Why do I walk in this cemetery? It's 100+ acres nearby, outside but not isolated. We also have a nice park but we find more dogs and people there and after two years Mom's still working on social-with-dog. My confidence grows slowly. In the cemetery, I can see dogs and people coming and decide if I want to go closer or change direction. Nyah tends to ignore the other dogs, the stones interrupt her view. She'd rather sniff. Ellie overcomes some of her fears walking beside different sized inanimate objects, moving flags, and pin wheels. She'd rather sniff, too. And again, the stones block her view. All and all they give me much better attention, our unexpected encounters with dogs and people keep getting better. My confidence keeps growing (though slowly) and I'm getting to know my dogs better.

When I was a kid, if I could get away with it, I'd wander through the cemetery between Sunday School and church and conveniently forget to return until after the service started. Then I'd hang out in the nursery and help with the kids. Church was boring. I think once, when our Sunday school class took a walk out there someone pointed out the graves of children explaining how children died young from disease and how common it was for mother and child to die at birth.
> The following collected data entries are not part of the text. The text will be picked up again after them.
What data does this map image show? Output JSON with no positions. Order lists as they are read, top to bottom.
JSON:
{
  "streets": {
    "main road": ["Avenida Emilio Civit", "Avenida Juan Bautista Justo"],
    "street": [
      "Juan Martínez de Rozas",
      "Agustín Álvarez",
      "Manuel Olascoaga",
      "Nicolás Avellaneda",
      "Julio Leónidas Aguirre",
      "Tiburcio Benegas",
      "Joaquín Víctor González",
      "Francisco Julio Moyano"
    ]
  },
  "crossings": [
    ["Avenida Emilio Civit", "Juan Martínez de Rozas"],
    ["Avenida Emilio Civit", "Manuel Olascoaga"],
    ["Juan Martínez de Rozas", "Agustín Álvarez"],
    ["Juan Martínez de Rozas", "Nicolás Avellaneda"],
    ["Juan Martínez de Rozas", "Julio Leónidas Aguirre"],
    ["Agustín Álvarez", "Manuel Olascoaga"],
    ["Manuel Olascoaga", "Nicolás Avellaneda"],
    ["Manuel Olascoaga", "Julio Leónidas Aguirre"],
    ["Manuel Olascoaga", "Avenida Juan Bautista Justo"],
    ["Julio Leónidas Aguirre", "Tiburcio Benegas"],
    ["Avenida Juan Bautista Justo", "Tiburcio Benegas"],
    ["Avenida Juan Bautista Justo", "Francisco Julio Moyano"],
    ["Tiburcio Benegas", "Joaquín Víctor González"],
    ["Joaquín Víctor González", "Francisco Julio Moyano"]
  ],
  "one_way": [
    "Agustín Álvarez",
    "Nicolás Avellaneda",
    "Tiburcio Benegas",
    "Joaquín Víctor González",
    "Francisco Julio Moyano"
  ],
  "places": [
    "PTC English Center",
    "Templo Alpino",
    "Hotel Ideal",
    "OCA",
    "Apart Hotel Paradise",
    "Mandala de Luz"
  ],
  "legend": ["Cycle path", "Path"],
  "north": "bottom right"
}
I learned some arithmetic (maybe the only arithmetic I ever learned) subtracting dates because I wanted to know how old the children were when they died.

I went to the cemetery office the other day to ask about a very large monument of a dog and a child. It's out of the way but quite large so I presume it cost plenty in the late 1800's. I was curious to know if there was any connection to the humane society. Don't think there is. But the lady in the cemetery office was really excited to have someone interested to know more about one of these once living people. That may sound a little macabre but it wasn't.

That's when I got thinking about people wanting to know more - people looking for connections both with the people around them and with people who have passed on.

I was thinking about the desire to find out more and to "know," to understand, to know information- in depth information, to know people stories - family histories, histories of "important" people. I was thinking about the desire to connect, to know and be known - basic day to day social friendships and more intimate relationships. I was thinking about the desire to know God. I'm wondering whether we're just hard-wired to want to know and to connect. I'm wondering if we're hard wired to want to know and be known because God made us that way. He knows us already. Maybe He's hoping that when the things we find out or learn fail to fill the void He left for Himself, we'll ultimately come looking for Him, to know Him. Sometimes we come to know Him better through the connections we make with people and the things we learn. But sometimes we come to know Him better when all those things fail.

I took the long way around but it's not too far-fetched, is it?